Auoindaon became convinced that the Europeans were "oki", influential spirits or forces, because the continuous rain storm that had been occurring stopped itself until just after the cabin was finished. Oki were spirits or deities that were particularly respected by the Wendat. Although the term could refer to several subjects: such as good and bad spirits as well as revered prophets, deities, angels, or demons.

== Second contact with Jesuit Priests ==
It is notable that after 1630 there is no mention of Auoindaon and his position had been replaced by a man named Aenons. Although there is speculation on whether or not Auoindaon and Aenons are one and the same, there is no solid evidence to suggest that they were. In 1633 more Jesuit priests were planning on settling near the original settlement of Sainte-Marie among the Hurons, although when they arrived the people of Quieunonascaranas made no move to greet them as they originally had in 1625, even though this was the first village to have a resident priest.
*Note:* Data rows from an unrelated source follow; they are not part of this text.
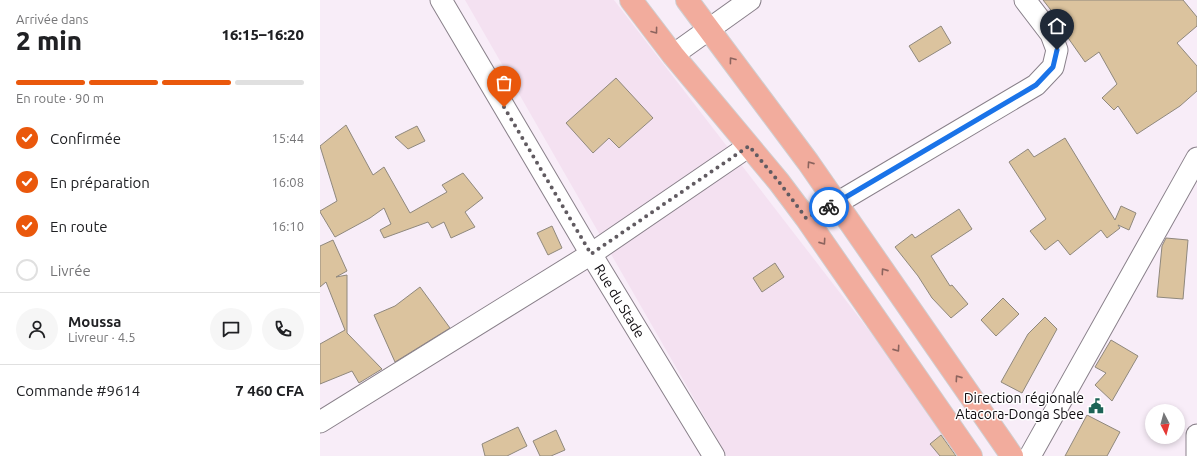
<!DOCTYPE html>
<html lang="fr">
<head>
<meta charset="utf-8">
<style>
  body { margin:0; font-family:Ubuntu,sans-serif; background:#f6f6f6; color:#202124; height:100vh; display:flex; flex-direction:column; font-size:15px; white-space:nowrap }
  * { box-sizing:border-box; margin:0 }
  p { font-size:13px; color:#757577 }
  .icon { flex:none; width:22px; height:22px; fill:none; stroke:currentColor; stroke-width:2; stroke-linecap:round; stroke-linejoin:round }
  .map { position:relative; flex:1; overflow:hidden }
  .panel { display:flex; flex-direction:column; background:#fff; width:320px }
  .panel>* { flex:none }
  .needle { width:26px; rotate:174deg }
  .controls { position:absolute; left:825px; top:404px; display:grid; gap:8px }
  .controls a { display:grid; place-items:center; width:40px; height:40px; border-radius:50%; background:#fff; box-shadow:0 2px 6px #0003; font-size:20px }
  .pin { position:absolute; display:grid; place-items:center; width:34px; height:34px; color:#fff; margin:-41px -17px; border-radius:50% 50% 50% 0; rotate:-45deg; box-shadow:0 0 4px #0007 }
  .pin .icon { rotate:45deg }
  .courier { position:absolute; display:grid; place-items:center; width:40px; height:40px; margin:-20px; border:3px solid #1a73e8; border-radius:50%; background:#fff; color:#222; box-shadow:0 1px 5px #0007 }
  .overview em { font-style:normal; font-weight:800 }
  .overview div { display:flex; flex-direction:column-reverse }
  .overview { display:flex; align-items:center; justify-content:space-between; height:68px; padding:0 16px }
  h1 { font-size:26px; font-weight:800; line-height:30px }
  .bar { display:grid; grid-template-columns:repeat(4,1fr); gap:6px 4px; align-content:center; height:48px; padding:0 16px }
  .bar i { height:5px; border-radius:3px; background:#e0e0e0 }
  .bar .active { background:#ea580c }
  .bar p { grid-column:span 4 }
  .line { display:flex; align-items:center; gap:10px; padding:0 16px; border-top:1px solid #e0e0e0 }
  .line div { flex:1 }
  .round { display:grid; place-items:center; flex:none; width:42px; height:42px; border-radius:21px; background:#f6f6f6 }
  ol { padding:0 16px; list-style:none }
  li { display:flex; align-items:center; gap:12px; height:44px }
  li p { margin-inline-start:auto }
  li .icon { padding:4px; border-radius:50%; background:#ea580c; color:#fff; stroke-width:4 }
  li:last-child { color:#757577 }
  li i { width:22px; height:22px; border:2px solid #e0e0e0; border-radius:50% }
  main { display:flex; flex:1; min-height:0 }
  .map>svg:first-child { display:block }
</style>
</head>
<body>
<main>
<section class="panel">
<div class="overview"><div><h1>2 min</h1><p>Arrivée dans</p></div><em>16:15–16:20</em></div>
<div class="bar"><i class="active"></i><i class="active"></i><i class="active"></i><i></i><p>En route · 90 m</p></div>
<ol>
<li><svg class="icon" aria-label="check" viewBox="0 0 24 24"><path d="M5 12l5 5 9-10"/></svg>Confirmée<p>15:44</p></li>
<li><svg class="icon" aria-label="check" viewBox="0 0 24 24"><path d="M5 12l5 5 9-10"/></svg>En préparation<p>16:08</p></li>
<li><svg class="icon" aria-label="check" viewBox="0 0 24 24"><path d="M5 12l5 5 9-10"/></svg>En route<p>16:10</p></li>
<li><i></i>Livrée</li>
</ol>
<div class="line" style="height:72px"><a class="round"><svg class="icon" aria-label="person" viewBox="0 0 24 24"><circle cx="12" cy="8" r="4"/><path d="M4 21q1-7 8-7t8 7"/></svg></a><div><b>Moussa</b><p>Livreur · 4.5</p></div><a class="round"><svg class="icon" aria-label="chat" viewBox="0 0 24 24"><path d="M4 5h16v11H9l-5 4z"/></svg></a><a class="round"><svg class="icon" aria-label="phone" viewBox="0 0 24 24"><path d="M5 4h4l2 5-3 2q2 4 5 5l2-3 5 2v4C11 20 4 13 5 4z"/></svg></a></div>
<div class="line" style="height:52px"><div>Commande #9614</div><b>7 460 CFA</b></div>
</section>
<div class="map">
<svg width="877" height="456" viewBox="0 0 877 456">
  <rect width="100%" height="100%" fill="#f8edf8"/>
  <polygon fill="#f4e1f1" points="145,0 294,0 646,456 407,456"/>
  <g fill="#dbc39e" stroke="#8f887d">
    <polygon points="723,0 863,0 877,17 877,26 857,43 877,66 877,91 860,106 817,134 798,106 794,110 782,98 797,84 779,52 765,62 732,15 734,14"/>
    <polygon points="621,26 631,43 599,62 589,46"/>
    <polygon points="296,78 333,118 299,148 289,138 273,153 246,123"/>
    <polygon points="26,125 53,175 64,167 90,213 127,192 122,185 143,173 163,198 145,212 155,227 131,238 124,222 112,228 108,222 64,238 60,230 71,224 64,208 50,218 15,237 0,212 0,211 17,201 0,146"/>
    <polygon points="97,126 105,141 88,149 75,137"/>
    <polygon points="745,138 795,220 801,206 816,213 809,230 798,225 800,228 787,238 781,230 750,255 738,240 725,250 710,231 726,219 689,162 708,149 714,157"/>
    <polygon points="639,209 652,229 611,256 630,286 632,285 648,304 631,318 612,298 598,276 575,247 592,234 595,238"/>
    <polygon points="232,226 242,248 228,255 217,233"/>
    <polygon points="846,238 868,240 863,299 837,297 842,246"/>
    <polygon points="13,240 27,271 16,277 27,275 27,333 62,369 39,383 32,371 0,384 0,344 25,330 6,282 0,287 0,246"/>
    <polygon points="455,263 464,277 442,292 433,278"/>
    <polygon points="100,287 130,328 75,362 54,315 75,306"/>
    <polygon points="683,298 699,314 676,336 661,320"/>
    <polygon points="725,317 737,329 702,393 681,382 708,334"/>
    <polygon points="791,340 818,356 792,401 775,385 786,373 775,367"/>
    <polygon points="767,415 800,432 787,456 745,456"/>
    <polygon points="198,427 207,446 187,456 165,456 162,444"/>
    <polygon points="236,430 245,450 231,456 220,456 213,441"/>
    <polygon points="621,435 636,456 620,456 610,444"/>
  </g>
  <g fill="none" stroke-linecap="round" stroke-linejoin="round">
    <g stroke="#89808a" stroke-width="23">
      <g id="minor">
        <path id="s1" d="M121,0L271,254L394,456"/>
        <polyline points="353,55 430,0"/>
        <polyline points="486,218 517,203 716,85 733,67 737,50 731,34 705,0"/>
        <polyline points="0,422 271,254 429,146"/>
        <polyline points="710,456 877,158"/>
        <polyline points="877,456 877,435"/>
      </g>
    </g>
    <g stroke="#cfcecf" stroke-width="24">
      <g id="major">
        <polyline points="311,0 353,55 459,182 486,218 651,456"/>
        <polyline points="367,0 488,162 692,456"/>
      </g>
    </g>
    <use href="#minor" stroke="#fff" stroke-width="21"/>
    <use href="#major" stroke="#f2ac9d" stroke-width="22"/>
  </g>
  <defs><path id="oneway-chevron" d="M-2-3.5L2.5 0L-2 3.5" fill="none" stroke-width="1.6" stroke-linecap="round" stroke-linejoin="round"/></defs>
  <g stroke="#8c645e">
    <use href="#oneway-chevron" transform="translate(335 31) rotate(53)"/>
    <use href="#oneway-chevron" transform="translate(412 60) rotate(-127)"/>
    <use href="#oneway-chevron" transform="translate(490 164) rotate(-125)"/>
    <use href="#oneway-chevron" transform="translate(503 242) rotate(55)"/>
    <use href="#oneway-chevron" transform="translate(564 271) rotate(-125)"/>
    <use href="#oneway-chevron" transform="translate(577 349) rotate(55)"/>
    <use href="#oneway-chevron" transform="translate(638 378) rotate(-125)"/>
  </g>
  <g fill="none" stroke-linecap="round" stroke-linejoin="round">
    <polyline stroke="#615b61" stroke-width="4" stroke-dasharray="0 7.2" points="184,107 271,254 429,146 459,182 486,218 509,207"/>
    <polyline stroke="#1a73e8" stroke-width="5" points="509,207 716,85 733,67 737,50"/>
  </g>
  <defs>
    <g id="civic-bare" transform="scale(1.2)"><path d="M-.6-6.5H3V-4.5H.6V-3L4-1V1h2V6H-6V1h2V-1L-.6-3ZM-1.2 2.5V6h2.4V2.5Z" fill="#1c6356" stroke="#fff" stroke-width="2.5" paint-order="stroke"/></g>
  </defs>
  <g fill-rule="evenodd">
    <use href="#civic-bare" x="776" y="406"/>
  </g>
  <g text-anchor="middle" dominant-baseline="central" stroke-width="3" stroke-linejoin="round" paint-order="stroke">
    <g font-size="14" fill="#0f0c10" stroke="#fff">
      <text stroke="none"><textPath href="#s1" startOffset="350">Rue du Stade</textPath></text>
    </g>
    <g font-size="14" fill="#0f0c10" stroke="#fff" text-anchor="end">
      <text x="764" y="398">Direction régionale<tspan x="764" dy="16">Atacora-Donga Sbee</tspan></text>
    </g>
  </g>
</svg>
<div class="controls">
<a><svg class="needle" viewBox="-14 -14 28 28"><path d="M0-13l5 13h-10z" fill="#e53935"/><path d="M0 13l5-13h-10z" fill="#757577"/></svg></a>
</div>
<div class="pin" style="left:184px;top:107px;background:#ea580c"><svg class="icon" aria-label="bag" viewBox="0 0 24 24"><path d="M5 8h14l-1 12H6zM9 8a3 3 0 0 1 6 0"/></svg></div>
<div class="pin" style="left:737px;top:50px;background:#1f2937"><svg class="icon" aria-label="home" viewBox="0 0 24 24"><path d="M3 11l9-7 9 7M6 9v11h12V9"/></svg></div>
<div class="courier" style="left:509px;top:207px"><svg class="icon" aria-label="bike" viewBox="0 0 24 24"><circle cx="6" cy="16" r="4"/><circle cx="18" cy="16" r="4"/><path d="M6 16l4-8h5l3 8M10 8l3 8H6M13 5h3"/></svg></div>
</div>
</main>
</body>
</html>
It was around this time too that Quieunonascaranas began dwindling in political and social influence and over time Aenons moved the community over to the Toanche area.

== Wendat Nation and first contact with Europeans ==
The Wendat, known in French as the Huron, were a large community living in what is now Ontario, Canada. At the time of first contact with the Europeans, the Wendat were strong as a community with over an estimated 25,000 people, but as more and more European settlers came over the numbers of people dwindled to about 9,000 in result of diseases that the Wendat had no immunity to, such as smallpox and measles.

At one point, they had been allies with the Haudenosaunee, but after a series of attacks the Wendat were pushed from their homeland. This is how it was when the Wendat first made contact with the Europeans, they were still enemies with the Haudenosaunee. The Wendat had strong trading, social and political relations with many tribes of the Ottawa Valley. These tribes include the Petun, Algonquin, Nipissing, Neutral and Odawa. The Wendat community would move locations every decade or so after natural resources in the area had been exhausted such as crop soil and firewood. They also established a confederacy of their own along the northern coastal part of Lake Ontario. Trading was very important to the Wendat and the trade relations they established meant that they had access to seashells, wampum, copper, and tobacco.

The Wendat accepted and helped French missionaries so that they could establish good trade relations. The first French missionaries to arrive were the Recollects, who were who were French reformers of the Friars Minor. The Recollect missionaries arrived around 1615. Within ten years however, these missionaries would be replaced by Jesuits in 1625. The Jesuits were the people who got permission from Auoindaon to commission and begin building Sainte-Marie among the Hurons nearby the Wendat village of Quieunonascaranas.